Les objectifs des deux équipes seront bien différents: alors que Xamax cherchera à décrocher sa première victoire en championnat (quatre nuls et deux revers jusque-là), Sion voudra prolonger sa série positive avec un nouveau succès qui installerait les Valaisans durant quelques heures dans le fauteuil de leader provisoire (appelés à se rencontrer dans le choc au sommet de la 7e journée, Young Boys et Bâle ne joueront que dimanche après-midi).

En attendant, Christian Binggeli et Christian Constantin, les présidents respectifs, «s’affrontent» amicalement en répondant aux questions parfois impertinentes du Matin.ch

Pour vous, c’est le derby de quoi?

Christian Binggeli (Xamax): «En tout cas pas du désespoir! Sur huit matches cette saison, on n’en a perdu que deux. Notre problème, c’est la difficulté à tenir un résultat. Je sais qu’en Suisse, beaucoup nous considère comme un club amateur mais dans le fond, je crois que les gens nous aiment bien.»

Christian Constantin (FC Sion): «De la confirmation. L’équipe travaille dans une certaine forme de continuité. Ne brisons pas cette série positive.»

A considérer les courbes des deux équipes, on se dit que cela va être compliqué pour la lanterne rouge xamaxienne, donc à priori facile pour le FC Sion…

CB: «Ce que l’on montre n’est de loin pas mauvais. On a le même nombre de points que l’an passé à la même période mais notre jeu est nettement meilleur. C’est désormais un autre Xamax, correspondant au projet de rajeunir l’effectif.»

CC: «Détrompez-vous. Jouer à Neuchâtel n’est jamais une partie de plaisir. On est bien placé pour le savoir puisque Sion reste sur une sévère défaite encaissée là-bas (ndlr: 3-1 le 9 mars dernier). Sans parler du synthétique. Là-dessus, c’est déjà un autre foot…»

Dîtes-nous au moins trois raisons pourquoi votre équipe va l’emporter?

CB: «D'abord parce que l’on a besoin de points! Parce que les joueurs ont ensuite envie d’offrir une première victoire à leur public et parce qu’affronter leur ancien entraîneur ne peut que les motiver encore davantage. Si M. Henchoz est aujourd’hui à Sion, c’est aussi un peu grâce à moi…»

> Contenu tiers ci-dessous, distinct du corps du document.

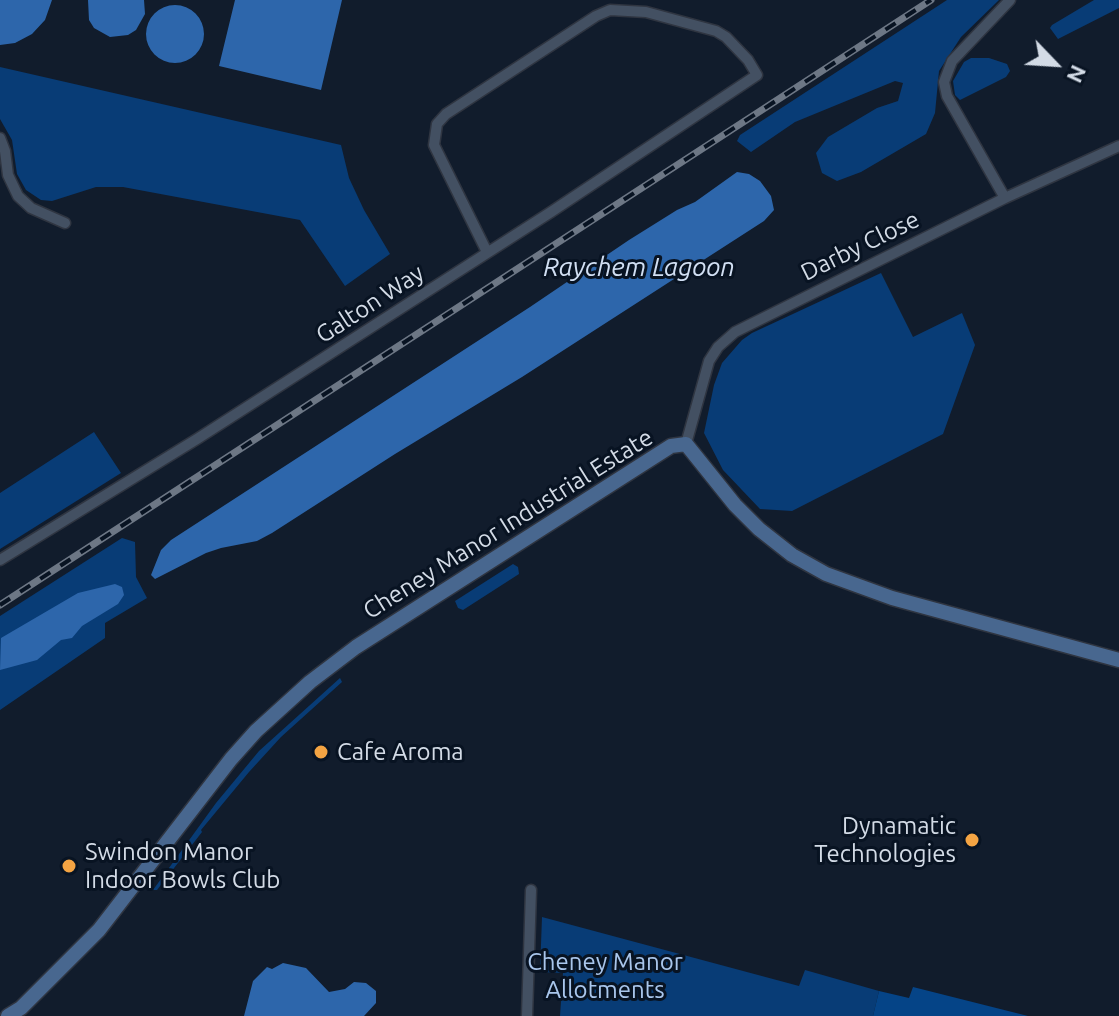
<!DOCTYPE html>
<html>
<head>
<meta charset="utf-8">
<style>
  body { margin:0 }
  #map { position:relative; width:1119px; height:1016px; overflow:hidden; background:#111c2c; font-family:Ubuntu,sans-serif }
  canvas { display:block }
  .north { position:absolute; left:1015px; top:24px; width:80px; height:80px; -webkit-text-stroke:6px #081322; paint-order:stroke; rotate:115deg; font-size:22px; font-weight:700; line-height:32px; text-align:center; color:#d3dbe6 }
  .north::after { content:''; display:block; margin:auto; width:28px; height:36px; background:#d3dbe6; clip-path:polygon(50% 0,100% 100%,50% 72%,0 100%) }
</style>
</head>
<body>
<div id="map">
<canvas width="1119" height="1016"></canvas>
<div class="north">N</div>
</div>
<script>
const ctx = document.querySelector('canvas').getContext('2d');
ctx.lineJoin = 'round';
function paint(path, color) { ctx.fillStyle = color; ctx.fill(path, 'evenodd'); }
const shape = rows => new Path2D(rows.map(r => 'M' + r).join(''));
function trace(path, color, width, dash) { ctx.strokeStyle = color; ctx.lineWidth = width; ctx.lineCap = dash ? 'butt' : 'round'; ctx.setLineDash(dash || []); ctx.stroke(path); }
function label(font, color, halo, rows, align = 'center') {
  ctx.font = font + ' Ubuntu,sans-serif'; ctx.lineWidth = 6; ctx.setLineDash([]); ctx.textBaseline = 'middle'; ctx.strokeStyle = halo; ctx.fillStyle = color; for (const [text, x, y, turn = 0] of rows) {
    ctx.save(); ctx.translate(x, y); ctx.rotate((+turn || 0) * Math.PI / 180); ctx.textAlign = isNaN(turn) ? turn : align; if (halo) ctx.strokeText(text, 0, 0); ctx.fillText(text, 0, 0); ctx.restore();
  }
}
const green = shape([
  [947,0,999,0,961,37,939,71,935,113,926,134,861,172,837,181,822,173,816,153,828,137,877,108,898,101,903,83,895,81,795,122,751,152,737,141,740,135],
  [1094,0,1119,0,1119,8,1058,39,1050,28,1052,25],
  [971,58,989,58,1007,64,1010,71,1006,77,960,100,955,95,953,81,964,62],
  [0,67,341,145,349,178,364,210,390,254,345,286,300,220,123,187,96,187,52,201,41,200,26,190,17,174,12,140,0,119],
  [881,273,913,337,962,313,975,345,943,434,792,511,760,509,723,470,704,433,714,385,722,363,742,340,752,333],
  [94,432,121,473,0,549,0,493],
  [122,538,135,542,136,577,147,598,105,623,105,638,0,710,0,616],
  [513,564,518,567,519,574,463,610,458,608,455,601],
  [340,678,342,682,281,737,249,772,201,830,202,832,157,890,153,890,216,803,259,751],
  [542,917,799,986,805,970,879,991,873,1016,560,1016,563,973,540,972]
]);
const forest = shape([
  [913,987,1028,1016,873,1016,879,991,909,998]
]);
const water = shape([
  [0,0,52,0,45,20,32,34,15,43,0,45],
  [88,0,144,0,145,14,136,30,128,35,110,37,94,28,89,20],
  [235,0,342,0,321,90,219,66],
  '146 34a29 29 0 1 1 58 0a29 29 0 1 1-58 0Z',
  [737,172,749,174,760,181,771,196,774,210,764,221,522,377,395,454,272,533,257,541,221,548,206,553,155,579,151,575,161,550,171,540,530,307,629,240,677,210,695,202],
  [115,584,122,587,124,595,118,604,82,626,72,638,61,640,37,660,0,670,1,638,78,593],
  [283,963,306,968,329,992,345,989,354,982,366,983,376,991,376,1003,364,1016,244,1016,253,981,267,967,272,969]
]);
const street = shape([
  [0,138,5,151,8,175,18,196,31,208,65,223],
  [1005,198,947,96,944,82,952,61,1010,0],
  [686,444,709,361,718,347,735,332,1005,198,1119,146],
  [0,560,197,439,551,212,757,75,748,60,726,37,716,31,646,12,610,10,596,16,446,114,437,124,434,145,487,252],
  [527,1016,531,890]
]);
const secondary = shape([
  [8,1016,21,1008,99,930,231,759,256,731,310,682,356,647,671,446,686,444,735,505,759,529,792,555,826,574,892,598,1119,660]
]);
const rail = shape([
  [0,605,931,0]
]);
const markers = [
  [321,752,8,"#f4a443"],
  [972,840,8,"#f4a443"],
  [69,866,8,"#f4a443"]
];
const streetNames = [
  ["Darby Close",860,246,-26],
  ["Galton Way",370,304,-33],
  ["Cheney Manor Industrial Estate",508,524,-32]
];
const poiNames = [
  ["Cafe Aroma",337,752],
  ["Dynamatic",956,826,"right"],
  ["Technologies",956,854,"right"],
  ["Swindon Manor",85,852],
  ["Indoor Bowls Club",85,880]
];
const parkNames = [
  ["Cheney Manor",605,962],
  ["Allotments",605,990]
];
const waterNames = [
  ["Raychem Lagoon",639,267]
];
paint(green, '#083c76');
paint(forest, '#054487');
paint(water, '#2d66ab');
trace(street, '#2f3541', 13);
trace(secondary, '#2f3541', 17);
trace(street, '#435062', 10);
trace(secondary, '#48678f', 14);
trace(rail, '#6d7785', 7);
trace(rail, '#081322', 4, [12]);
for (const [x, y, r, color] of markers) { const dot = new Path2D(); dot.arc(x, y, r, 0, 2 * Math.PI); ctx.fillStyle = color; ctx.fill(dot); trace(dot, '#081322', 3); }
label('24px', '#d3dbe6', '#081322', streetNames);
label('24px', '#d3dbe6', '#081322', poiNames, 'left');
label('24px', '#a9c6ec', '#081322', parkNames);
label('italic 26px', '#d1dff3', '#081322', waterNames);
</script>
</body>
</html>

CC: «Parce que Stéphane Henchoz a envie de montrer qu’il est un coach déterminant. Parce que son équipe voudra faire plaisir à son entraîneur. Et parce que Sion aura l’humilité nécessaire pour ne pas prendre ce rendez-vous à la légère.»

Si vous en aviez le pouvoir, quel joueur présent dans le camp adverse aimeriez-vous laisser sur le banc?

CB: «Tant qu’à faire, j’en sortirais deux: Bastien Toma, un véritable artiste, et M. Kasami, un très gros travailleur. Ces deux-là pourraient nous faire mal.

CC: «Je n’ôte personne! Je leur laisse tous leurs atouts. Je trouve que Karlen a pris une nouvelle dimension. Je l’ai connu tout gamin. Son évolution me fait plaisir.»

En un mot, que vous inspire votre homologue?

CB: «J’admire sa générosité et la passion qu’il met dans ce qu’il fait. Si Sion en est toujours là, c’est à son président qu’il le doit. J’admets que je ne suis pas toujours d’accord avec lui comme lui ne doit peut-être pas l’être dans ma façon de gérer le club.»

CC: «Un mec courageux qui a su redonner de l’éclat à Xamax.»

Votre équipe est-elle à sa place?

CB: «Sans doute. Il ne faut pas se voiler la face. Avec le budget qu’on a, ce que l’on réussit est déjà extraordinaire. Au niveau de l’état d’esprit, Xamax dégage quelque chose de grand et d’attachant. Il faut continuer d’y croire, surtout dans l’optique d’une Super League à 12 équipes.»

CC: «Y’a quand même encore Bâle et Young Boys devant nous. C’est la preuve qu’il existe une belle marge de progression.»